Home Sosok K.H. Abdullah Syafi’ie: Ulama Pejuang

K.H. Abdullah Syafi’ie: Ulama Pejuang

1990
0

k-h-abdullah-syafiie

Nama K.H. Abdullah Syafi’ie bagi kaum Muslim, khususnya warga Jakarta, tentunya sudah tidak asing lagi. Ulama karismatik ini dikenal dengan kedalaman dan keluasan ilmunya. Lebih dari itu, Abdullah Syafi’ie juga terkenal dengan ketegasan, kegigihan, dan semangat pantang mundur dalam memperjuangkan kebenaran Islam.

Ulama terkenal Prof KH Ali Yafie pernah mengatakan bahwa “K.H. Abdullah Syafi’ie adalah tokoh pemberani, ikhlas, dan tak jemu dalam berdakwah. Beliau sangat tegas dalam menegakkan amar ma’ruf nahi munkar.”

Kasus yang sangat monumental terjadi dalam penolakan RUU Perkawinan tahun 1974,”. RUU itu ditolak keras oleh umat Islam karena isinya yang sangat sekular. Puncak protes umat Islam, Akhirnya, massa Islam berhasil menduduki ruang sidang paripurna dan menggagalkan pengesahan RUU sekular tersebut.

Menurut KH Ali Yafie, pada saat itu gedung DPR diduduki siswa dan mahasiswa yang mayoritas pelajar dan mahasiswa Asy-Syafi’iyah. Kabarnya, salah satu aktor di belakang gerakan siswa dan mahasiswa ini adalah KH Abdullah Syafi’ie yang terus memberi semangat melalui siaran radio yang disiarkan setiap subuh.  Bahkan Menteri Agama saat itu, Mukti Ali terpaksa dibawa keluar DPR lewat pintu belakang karena gedung DPR dikepung para demonstran. (Lihat, KH Abdullah Syafi’ie di Mata Para Tokoh, Ulama, dan Cendekiawan Muslim, hlm: 36)

Kecintaan Kyai Abdullah Syafi’ie terhadap ilmu dan pendidikan juga luar biasa. Saat usia 18 tahun ia meminta ayahnya, H. Syafi’ie,  untuk menjual sapi-sapi miliknya yang kandangnya dibuat di samping rumah. Ia ingin menjadikan tempat tersebut untuk berkumpul dan mendalami serta mendiskusikan ilmu agama dengan teman-temannya. Ayahnya meluluskan. Itulah madrasah pertama yang didirikan KH Abdullah Syafi’ie pada tahun 1828.

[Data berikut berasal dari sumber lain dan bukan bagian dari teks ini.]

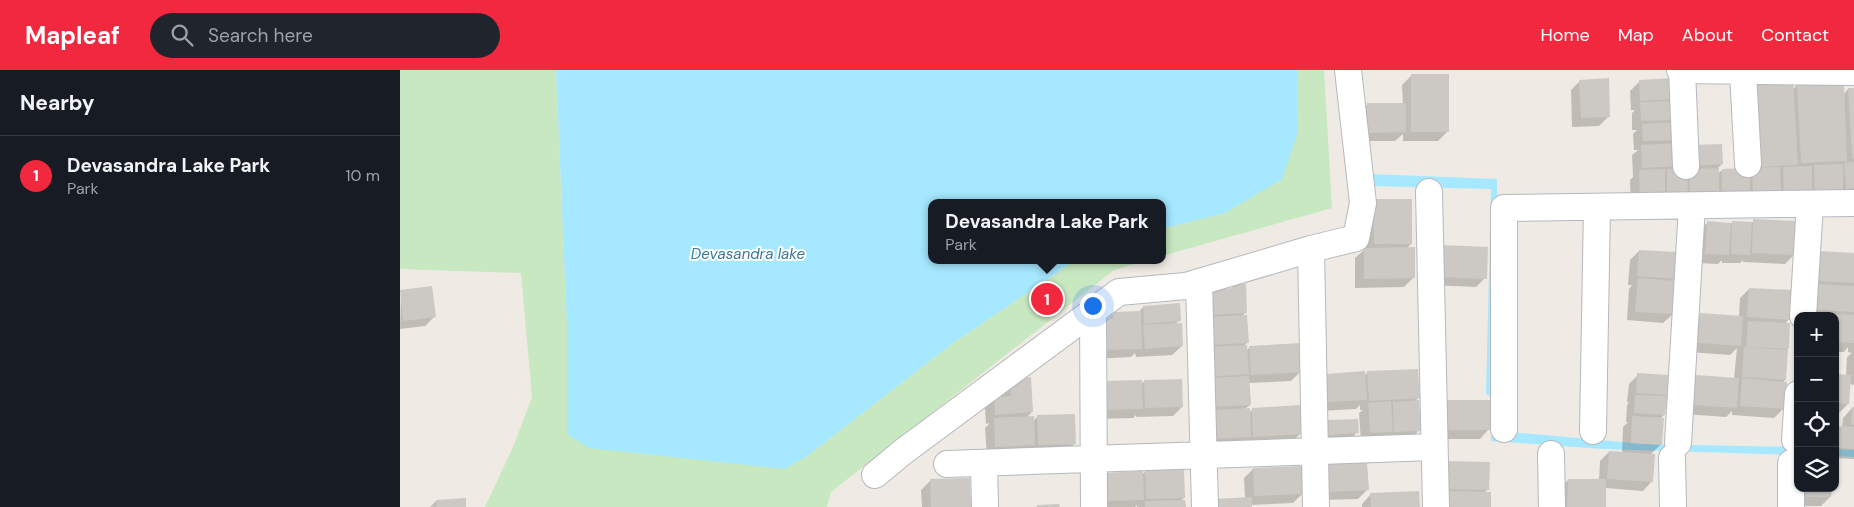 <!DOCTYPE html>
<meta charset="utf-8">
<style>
:root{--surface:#171b24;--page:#20242c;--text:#f1f3f6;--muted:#9ea1a6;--line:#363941;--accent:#f1283e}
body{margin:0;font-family:"DM Sans",sans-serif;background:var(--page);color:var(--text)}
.controls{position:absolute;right:15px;bottom:15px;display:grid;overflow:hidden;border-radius:10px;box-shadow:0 1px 4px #0004}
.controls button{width:45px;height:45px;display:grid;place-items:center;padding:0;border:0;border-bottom:1px solid var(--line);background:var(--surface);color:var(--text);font:25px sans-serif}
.you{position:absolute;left:692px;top:235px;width:18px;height:18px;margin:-12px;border:4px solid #fff;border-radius:50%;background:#1a73e8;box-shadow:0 0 0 8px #1a73e833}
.badge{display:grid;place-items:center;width:32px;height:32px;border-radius:50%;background:var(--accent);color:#fff;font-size:16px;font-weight:700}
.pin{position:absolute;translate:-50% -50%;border:2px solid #fff;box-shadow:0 1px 5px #0006}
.popup{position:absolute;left:528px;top:129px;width:238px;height:65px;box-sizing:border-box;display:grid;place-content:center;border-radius:10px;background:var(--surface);filter:drop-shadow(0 1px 4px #0005);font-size:16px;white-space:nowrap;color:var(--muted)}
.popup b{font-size:19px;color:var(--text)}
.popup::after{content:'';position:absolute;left:50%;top:100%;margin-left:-10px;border:10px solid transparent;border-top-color:var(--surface)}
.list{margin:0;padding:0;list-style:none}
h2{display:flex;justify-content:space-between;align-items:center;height:65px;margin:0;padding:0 20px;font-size:21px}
h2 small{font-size:16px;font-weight:400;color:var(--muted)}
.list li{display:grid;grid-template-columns:32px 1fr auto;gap:15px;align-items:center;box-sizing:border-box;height:80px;padding:0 20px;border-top:1px solid var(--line)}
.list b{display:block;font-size:19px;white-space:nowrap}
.list p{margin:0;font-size:16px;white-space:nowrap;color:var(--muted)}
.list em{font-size:16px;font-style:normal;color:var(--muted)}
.icon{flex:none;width:28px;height:28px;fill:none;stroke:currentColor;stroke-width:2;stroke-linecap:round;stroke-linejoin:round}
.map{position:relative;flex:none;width:1454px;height:437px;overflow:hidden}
header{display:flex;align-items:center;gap:30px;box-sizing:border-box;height:70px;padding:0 25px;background:var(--accent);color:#fff}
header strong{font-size:24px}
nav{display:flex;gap:28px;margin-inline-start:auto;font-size:18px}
.search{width:350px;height:45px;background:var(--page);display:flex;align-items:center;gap:12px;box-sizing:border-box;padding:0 18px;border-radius:28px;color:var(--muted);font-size:19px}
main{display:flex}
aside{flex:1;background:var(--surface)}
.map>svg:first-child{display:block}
.green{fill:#c7e8c0}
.water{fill:#a5e8ff}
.shadow{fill:#0003}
.building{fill:#ccc8c3}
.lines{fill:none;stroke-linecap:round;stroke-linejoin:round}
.minor-casing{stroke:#b5b8bc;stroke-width:28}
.minor{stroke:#fff;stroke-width:26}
.labels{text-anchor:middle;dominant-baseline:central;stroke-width:4;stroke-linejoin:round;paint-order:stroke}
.water-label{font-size:15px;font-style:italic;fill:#35799b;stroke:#fff}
</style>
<header>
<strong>Mapleaf</strong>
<div class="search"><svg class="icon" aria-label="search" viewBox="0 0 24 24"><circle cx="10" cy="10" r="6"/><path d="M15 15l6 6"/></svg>Search here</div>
<nav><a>Home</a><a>Map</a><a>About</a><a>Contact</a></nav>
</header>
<main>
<aside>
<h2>Nearby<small></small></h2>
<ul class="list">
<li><span class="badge">1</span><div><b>Devasandra Lake Park</b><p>Park</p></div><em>10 m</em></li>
</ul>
</aside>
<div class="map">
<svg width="1454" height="437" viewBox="0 0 1454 437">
<rect width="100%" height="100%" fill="#efebe4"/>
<path class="green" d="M0 0H156L167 256V364L406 387 553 273 676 190H748L714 200 431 422 427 437H85L114 375 132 327 121 203 0 199Z
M897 0H924L932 138 762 186V159L825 143 898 62Z"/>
<path class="water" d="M156 0H897L898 62 882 109 825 143 762 159V133H532V190H676L553 273 406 387 384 399 189 378 167 364V256Z
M969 104 1097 109 1099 361 1244 374 1398 377V385L1203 379 1091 371 1092 327 1086 324 1091 119 969 116Z
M1435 379 1454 380V387L1435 386Z"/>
<path class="shadow" d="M1012 5 1048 61 1038 71H1003V64L995 71H958V44L967 35 1003 34 1002 15Z
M1272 10 1284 86 1322 94 1318 98V104L1322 100H1344L1392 20 1397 15 1443 25 1448 19H1454V127L1231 138 1230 110 1233 107 1232 85 1238 80H1234L1233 64 1237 60H1232V43L1235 40H1231L1230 21 1240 11Z
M1180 11 1209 46 1199 56 1172 57 1171 20Z
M964 140 1011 174 1006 179 1013 208 1004 217 955 218V188L965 179Z
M1354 151 1394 185 1385 194 1343 192V190L1340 193H1322V190L1318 194 1297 193 1298 162 1307 153H1351Z
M1239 181 1275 208 1272 212 1273 244 1263 253 1227 250 1229 219 1232 215H1228L1230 190Z
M1454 184V315L1449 314 1448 334 1439 343H1435V305L1446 306 1447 287 1452 283 1448 282V277L1444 282H1435V246H1409L1412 192Z
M1032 186 1085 208 1076 217 1031 215Z
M835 215 846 242 842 246 847 273 843 277 846 281 850 277 901 301 891 311 849 313 850 335 845 339 849 343 853 339 900 364 891 373 804 378 810 224 815 220 831 219Z
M1349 219 1389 249 1385 254 1388 279 1385 281V310L1382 313 1383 339 1374 348 1332 345V341L1326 347 1285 344 1287 316 1297 306 1334 309 1337 278 1330 285 1289 282 1291 254 1300 245 1339 247 1340 228Z
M1 221 34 247 25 256 0 259Z
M743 237 780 250 775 254 782 276 772 285 736 287 735 283 731 287 693 289 707 250 714 243H738Z
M968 302 1018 328 1014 332 1019 360 1010 370 961 372 959 343 963 340H960V335L956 339 918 341 917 314 964 306Z
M1238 305 1267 325 1264 345 1260 349 1261 374 1250 385 1252 411 1243 421 1205 418V437H1159V419L1168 410H1199L1200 391 1209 382 1222 383 1223 357 1228 352H1226L1227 335 1229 332H1227L1229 314Z
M623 309 632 342 627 347 633 351 637 347 675 373 665 383 587 386 585 358 590 353 586 354 585 338 594 329 601 328V324Z
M745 311 782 337 773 346 736 347V345L733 348 693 349Z
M1452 338 1454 339V389L1435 388V357L1442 358 1443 348Z
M1035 340 1089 359 1080 369H1035Z
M923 356 957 362 953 367 924 368Z
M1047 393 1088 419 1084 423 1090 437H1038Z
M853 399 902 424 893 433 851 435V437L845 429 844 408Z
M745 402 784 428 780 431 784 437H737V435L735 437H695Z
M919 404 967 420 958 429 920 430Z
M531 410 570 437H522L521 420Z
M1398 418 1430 427 1421 436H1391Z
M971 424 1019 437H962V434Z
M36 431 65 437H30Z"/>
<path class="building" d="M1011 4H1049V62H1011Z
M1209 8 1210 47 1181 48 1179 10Z
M1273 8 1274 29 1240 31 1239 10Z
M1393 10 1398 95 1357 97 1352 13Z
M1444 12 1447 91 1401 93 1397 14Z
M1448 18H1454V88H1452Z
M1275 31 1276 50 1241 51 1240 32Z
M967 33H1006V62L967 63Z
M1277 52 1278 70 1243 71 1242 54Z
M1278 73 1279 96 1242 98 1241 75Z
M1322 74 1323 94 1295 96 1293 75Z
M1454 92V118L1446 119 1444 93Z
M1443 94V122L1415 123 1414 95Z
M1412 96V123H1384L1383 97Z
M1380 97 1381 124H1353L1352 98Z
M1319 98V126L1290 127 1289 99Z
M1350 98V125L1322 126V99Z
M1265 99V128L1240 129 1239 100Z
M1267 99H1287L1288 127 1267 128Z
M973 129H1012V174H974Z
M1353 149 1397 151 1396 185 1352 183Z
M1307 151 1331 153 1329 185 1305 184Z
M1332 151 1352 152 1350 185 1331 184Z
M1041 175 1088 177 1087 209 1039 207Z
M1015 177V208L964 209V178Z
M1239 180 1278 182 1276 209 1237 206Z
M1420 181 1454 183V213L1418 211Z
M1238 208 1276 211 1274 244 1235 242Z
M834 214H846L847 243 806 245 805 223H814V219L834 218Z
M1419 214 1454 216V242L1417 240Z
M32 216 36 247 3 251 0 220Z
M1349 218 1393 220 1391 250 1347 247Z
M780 233 781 251 744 254 743 236Z
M741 241 742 279 702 280 701 249H713V242Z
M1300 243 1343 246 1341 276 1298 273Z
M1417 243 1454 245V273L1435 272V246H1417Z
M847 245 849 273 808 275 807 247Z
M1348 251 1390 253 1389 279 1346 277Z
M782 253 783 276 745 279 743 255Z
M901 273 902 302 851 305 849 276Z
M847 275 849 304 809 307 807 277Z
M1344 277 1388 280 1386 310 1342 307Z
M1018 299 1020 328 969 331 967 301Z
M965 301 967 330 927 332 926 304Z
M1237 303 1269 305 1268 325 1236 323Z
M1435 304 1451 305 1449 334 1435 333Z
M1296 305 1339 308 1337 338 1294 335Z
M849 306 851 335 810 337 809 308Z
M631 307 633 342 595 345 594 328 611 326 610 314 622 313V308Z
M1342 308 1387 312 1384 339 1340 336Z
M782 309 783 337 745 338 744 310Z
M742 310 743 339 702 340 701 311Z
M1235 325 1267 326 1265 345 1234 343Z
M1019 330 1021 361 994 362 993 332Z
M1044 330H1090V360H1044Z
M991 331 993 362 970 363 968 333Z
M900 335 902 364 853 367 852 338Z
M1452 337H1454V355H1451Z
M850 338 851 367 812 369 811 340Z
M675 344 676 374 638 375 637 345Z
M634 346 635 375 595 377 594 348Z
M1232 346 1264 348 1262 375 1231 373Z
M958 349 959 363 928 365 927 350Z
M1435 356 1454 357V379L1435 378Z
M1209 381 1255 384 1253 412 1207 409Z
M1046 391 1090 392 1089 420 1046 419Z
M967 392 969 420 929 422 928 393Z
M903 396V424L854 426 853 398Z
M784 399 785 428 746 429 745 400Z
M743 401 744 430 704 431 703 403Z
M570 408 571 437H531L530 409Z
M1168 409H1206V437H1167Z
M1400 418H1432L1431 427H1400Z
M1019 421 1020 437H971L970 423Z
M1047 421 1091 422V437H1047Z
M852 427V437H813L812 429Z
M66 428V437H36V430Z
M785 430 786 437H745V431Z
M659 434 660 437H637V435Z"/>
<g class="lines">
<g class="minor-casing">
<path id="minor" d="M1280 0 1454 2
M1282 0 1286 96
M1343 2 1348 94
M1029 122 1036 437
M911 179 916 437
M799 212 805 437
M693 241 694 437
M1403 246 1410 134
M1104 359V138L1454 133
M1193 361 1197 137
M1395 370 1398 324
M1278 373 1292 136
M1151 384 1152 437
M1272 388 1273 437
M584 393 585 437
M547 394 1034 377
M475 405 504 381 719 222 786 216 911 179 956 168 963 133 948 0
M1391 437V393"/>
</g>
<use href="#minor" class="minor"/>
</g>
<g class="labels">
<g class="water-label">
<text x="348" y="184">Devasandra lake</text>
</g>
</g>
</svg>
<div class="controls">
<button>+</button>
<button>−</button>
<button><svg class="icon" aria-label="locate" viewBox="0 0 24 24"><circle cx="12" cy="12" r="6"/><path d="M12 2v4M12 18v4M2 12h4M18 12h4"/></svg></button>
<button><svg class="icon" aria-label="layers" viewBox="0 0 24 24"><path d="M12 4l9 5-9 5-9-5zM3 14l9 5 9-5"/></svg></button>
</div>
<div class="you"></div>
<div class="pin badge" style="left:647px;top:229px">1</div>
<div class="popup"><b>Devasandra Lake Park</b>Park</div>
</div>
</main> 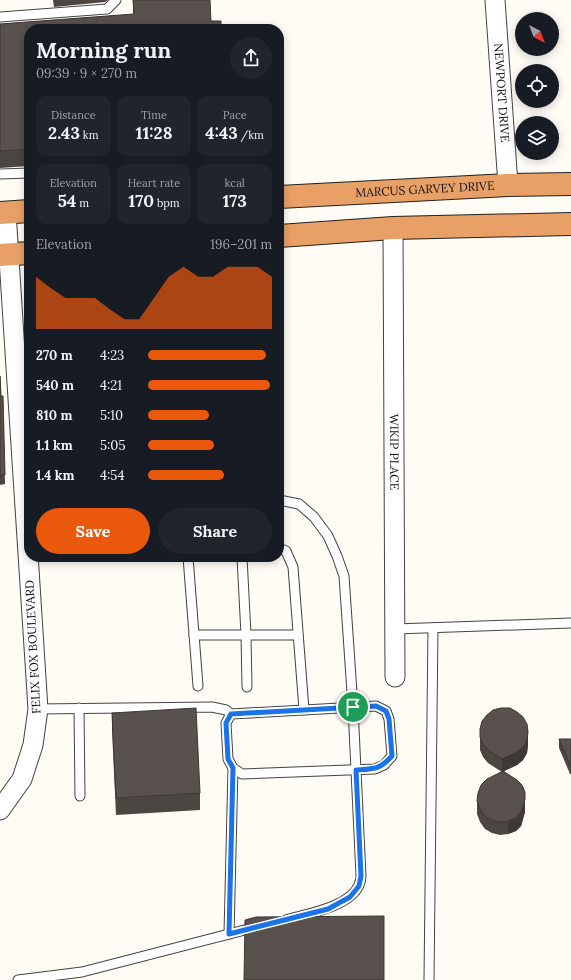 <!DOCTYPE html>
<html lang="en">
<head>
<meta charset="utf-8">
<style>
  body { margin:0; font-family:Lora,serif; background:#20242c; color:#f1f3f6; height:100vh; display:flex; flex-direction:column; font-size:15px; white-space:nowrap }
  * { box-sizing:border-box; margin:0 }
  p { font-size:13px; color:#9ea1a6 }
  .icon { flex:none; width:22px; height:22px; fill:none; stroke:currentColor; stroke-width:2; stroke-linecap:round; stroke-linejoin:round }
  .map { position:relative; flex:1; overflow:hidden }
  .drawer { position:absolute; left:24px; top:24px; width:260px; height:538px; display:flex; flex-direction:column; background:#171b24; border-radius:16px; box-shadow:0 2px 10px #0003 }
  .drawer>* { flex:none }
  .needle { width:26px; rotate:139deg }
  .controls { position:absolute; left:515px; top:12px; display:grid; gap:8px }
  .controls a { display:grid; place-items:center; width:44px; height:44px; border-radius:50%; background:#171b24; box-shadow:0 2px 10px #0003; font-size:20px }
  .pin { position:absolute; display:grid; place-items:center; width:34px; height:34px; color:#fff; margin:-17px; border:2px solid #fff; border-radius:50%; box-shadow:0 1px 4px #0007 }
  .round { display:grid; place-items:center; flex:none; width:42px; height:42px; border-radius:21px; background:#20242c }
  .overview { display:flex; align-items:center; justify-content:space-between; height:68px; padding:0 12px }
  h1 { font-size:22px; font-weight:800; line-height:30px }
  .figures { display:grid; grid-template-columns:repeat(3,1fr); gap:6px; height:68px; padding:4px 12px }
  .figures div { display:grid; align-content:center; border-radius:10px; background:#20242c; text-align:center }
  .figures b { font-size:17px; font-weight:800 }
  .figures small { font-size:11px; font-weight:400 }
  .figures p { font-size:11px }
  .chart { height:112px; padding:8px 12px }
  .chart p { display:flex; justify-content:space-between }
  .chart svg { width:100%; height:72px; margin-top:4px; fill:#ea580c; opacity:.7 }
  .button { display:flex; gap:8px; margin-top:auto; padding:8px 12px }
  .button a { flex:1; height:46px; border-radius:24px; background:#ea580c; color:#fff; font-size:16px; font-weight:800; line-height:46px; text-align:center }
  .button a+a { background:#20242c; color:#f1f3f6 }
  ul { padding:0 12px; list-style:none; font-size:13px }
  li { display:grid; grid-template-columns:64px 48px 1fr; align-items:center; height:30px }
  li i { height:10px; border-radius:5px; background:#ea580c }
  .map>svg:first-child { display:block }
</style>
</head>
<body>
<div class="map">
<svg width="571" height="980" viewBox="0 0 571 980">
  <rect width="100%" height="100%" fill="#fefcf4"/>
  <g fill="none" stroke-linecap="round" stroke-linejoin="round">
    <g stroke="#434343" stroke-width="11">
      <g id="lane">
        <path d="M 0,17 L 107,9 L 116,0"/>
        <path d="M 0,174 L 29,173"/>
        <path d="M 279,500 L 299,504 L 314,517 L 328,536 L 337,556 L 344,576 L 353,707 L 361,876 C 361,879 360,883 359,885 C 350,907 306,914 286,920"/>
        <path d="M 279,548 L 286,551 L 293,567 L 304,710"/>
        <path d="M 188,557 L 198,686"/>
        <path d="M 242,557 L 246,635 L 247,687"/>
        <path d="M 395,629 L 571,623"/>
        <path d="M 194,635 L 298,635"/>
        <path d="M 79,708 L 80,796"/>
        <path d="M 38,709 L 212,707 L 226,710 L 231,714 L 376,706 L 386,711 L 389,719 L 392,756 L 384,765 L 375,769 L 242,774 L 233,768 L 228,759 L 226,723 L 231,714"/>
        <path d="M 229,934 L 233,768"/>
        <path d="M 18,980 L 82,972 L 256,927"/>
        <path d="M 429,980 L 433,628"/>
      </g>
    </g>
    <g stroke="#434343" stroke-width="21">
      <g id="street">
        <path id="s1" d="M 495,0 L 508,185"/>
        <path id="s2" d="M 393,228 L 395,677"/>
        <path d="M 0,810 L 22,779 L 33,745 L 38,709 L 6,212"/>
      </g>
    </g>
    <g stroke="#212121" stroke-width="24">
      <g id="highway">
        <path id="s3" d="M 279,197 L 508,185 L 571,184"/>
        <path d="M 0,213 L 29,211"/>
        <path d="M 279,236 L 393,228 L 571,224"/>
        <path d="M 0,255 L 29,253"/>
      </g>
    </g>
    <use href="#lane" stroke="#fff" stroke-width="9"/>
    <use href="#street" stroke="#fff" stroke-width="19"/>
    <use href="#highway" stroke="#e8a067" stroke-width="22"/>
  </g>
  <g fill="#4c4642">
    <path d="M 53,0 L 108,0 L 105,2 L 54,7 Z"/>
    <path d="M 133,0 L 211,21 L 29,29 L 29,166 L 0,168 L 0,24 L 133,14 Z"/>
    <path d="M 0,376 L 1,396 L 3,396 L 5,484 L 0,485 Z"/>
    <path d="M 112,713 L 200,793 L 200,810 L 116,815 L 112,730 Z"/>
    <path d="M 480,729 L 528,745 L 527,753 L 523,760 L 517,765 L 504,771 L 525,812 L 521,826 L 516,831 L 508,834 L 500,835 L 492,833 L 485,829 L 480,822 L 477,814 L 477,801 L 502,772 L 488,763 L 483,757 L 480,750 Z"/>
    <path d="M 559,739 L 571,739 L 571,774 L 570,774 L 559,748 Z"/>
  </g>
  <g fill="#3e3936">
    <path d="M 528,732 L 528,745 L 527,753 L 523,760 L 517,765 L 502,772 L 502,759 Z"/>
    <path d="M 525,799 L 525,812 L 521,826 L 516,831 L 508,834 L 508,821 Z"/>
  </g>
  <g fill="#58514d" stroke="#3e3936">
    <path d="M 133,0 L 210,0 L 211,21 L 221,21 L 221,29 L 29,29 L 29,149 L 0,151 L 0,24 L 134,14 Z"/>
    <path d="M 0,376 L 1,396 L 3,396 L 5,475 L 0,475 Z"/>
    <path d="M 196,708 L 200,793 L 116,798 L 112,713 Z"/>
    <path d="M 501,708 L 510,708 L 517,712 L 523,717 L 527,724 L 528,732 L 527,740 L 523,747 L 517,752 L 502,759 L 488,750 L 483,744 L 480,737 L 480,729 L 482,721 L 487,715 L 493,710 Z"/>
    <path d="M 559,739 L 571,739 L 571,765 L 570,765 Z"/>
    <path d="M 503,771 L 517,780 L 522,785 L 525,792 L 525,799 L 521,812 L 516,818 L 508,821 L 500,822 L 492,820 L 485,816 L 480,809 L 477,801 L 478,793 L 481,785 L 487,779 Z"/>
    <path d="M 384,916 L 384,980 L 244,980 L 245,920 L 256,917 Z"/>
  </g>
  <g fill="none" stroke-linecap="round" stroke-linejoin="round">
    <g stroke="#fff" stroke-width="8">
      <path id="route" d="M 376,706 L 386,711 L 389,719 L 392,756 C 379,770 374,769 356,770 L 361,876 L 359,886 L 350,897 L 328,909 L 229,934 L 233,768 L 228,759 L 226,723 L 231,714 Z"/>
    </g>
    <use href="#route" stroke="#1a73e8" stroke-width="5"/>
  </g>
  <g text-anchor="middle" stroke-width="4" stroke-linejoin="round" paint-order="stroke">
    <g font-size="12" fill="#101010" stroke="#fff">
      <text dy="4" stroke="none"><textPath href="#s1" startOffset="93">NEWPORT DRIVE</textPath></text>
      <text dy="4" stroke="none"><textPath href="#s3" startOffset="146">MARCUS GARVEY DRIVE</textPath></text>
      <text dy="4" stroke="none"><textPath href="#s2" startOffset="224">WIKIP PLACE</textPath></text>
      <text transform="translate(33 647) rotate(-93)" y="4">FELIX FOX BOULEVARD</text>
    </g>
  </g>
</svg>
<div class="controls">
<a><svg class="needle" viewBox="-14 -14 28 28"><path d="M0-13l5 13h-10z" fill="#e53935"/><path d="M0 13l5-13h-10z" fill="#9ea1a6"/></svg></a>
<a><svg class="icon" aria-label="locate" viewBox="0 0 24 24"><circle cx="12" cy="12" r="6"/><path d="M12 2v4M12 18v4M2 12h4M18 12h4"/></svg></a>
<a><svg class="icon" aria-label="layers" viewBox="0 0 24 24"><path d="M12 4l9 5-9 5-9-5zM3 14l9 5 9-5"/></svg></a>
</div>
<div class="pin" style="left:353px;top:707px;background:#1e9e55"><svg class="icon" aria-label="arrive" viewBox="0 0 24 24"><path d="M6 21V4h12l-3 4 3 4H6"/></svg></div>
<section class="drawer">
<div class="overview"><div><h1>Morning run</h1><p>09:39 · 9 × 270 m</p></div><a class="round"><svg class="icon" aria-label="share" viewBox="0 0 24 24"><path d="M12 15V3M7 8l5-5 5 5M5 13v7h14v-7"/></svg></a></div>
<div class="figures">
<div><p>Distance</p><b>2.43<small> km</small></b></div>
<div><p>Time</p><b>11:28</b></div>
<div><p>Pace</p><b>4:43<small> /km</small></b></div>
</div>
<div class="figures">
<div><p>Elevation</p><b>54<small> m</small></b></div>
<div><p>Heart rate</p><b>170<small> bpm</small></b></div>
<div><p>kcal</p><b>173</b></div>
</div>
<div class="chart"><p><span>Elevation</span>196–201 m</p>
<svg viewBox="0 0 160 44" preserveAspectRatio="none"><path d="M0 44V12L10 19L20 25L30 25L40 25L50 32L60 38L70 38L80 25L90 12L100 6L110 12L120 12L130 6L140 6L150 6L160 12V44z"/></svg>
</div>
<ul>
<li><b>270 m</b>4:23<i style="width:95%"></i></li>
<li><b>540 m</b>4:21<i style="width:98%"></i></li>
<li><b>810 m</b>5:10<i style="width:49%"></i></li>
<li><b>1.1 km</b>5:05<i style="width:53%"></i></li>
<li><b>1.4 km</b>4:54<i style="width:61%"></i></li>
</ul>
<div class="button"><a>Save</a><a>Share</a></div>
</section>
</div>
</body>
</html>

Tahun 1933 KH Abdullah Syafi’ie berhasil melebarkan sayap dakwahnya dengan membeli sebidang tanah yang kemudian diwakafkan dan dijadikan masjid dengan nama Masjid al Barkah.  Sejak itulah Masjid al Barkah semakin dikenal karena keramaian jama’ah dan kepiawaian KH Abdullah Syafi’ie memikat hati jamaah dalam berbagai ceramahnya.

Tahun 1954, Kyai Abdullah Syafii membeli lagi tanah di depan Masjid al Barkah yang diniatkan untuk pengembangan Sekolah Menengah atau Tsanawiyah yang kemudian resmi dinamakan Perguruan As-Syafi’iyyah.  Di dalamnya ada lembaga pesantren untuk putra dan putri dan madrasah yang berjenjang mulai Ibtidaiyyah, Tsanawiyyah dan Aliyah. Dari hari ke hari, Perguruan As-Syafiiyah semakin berkembang.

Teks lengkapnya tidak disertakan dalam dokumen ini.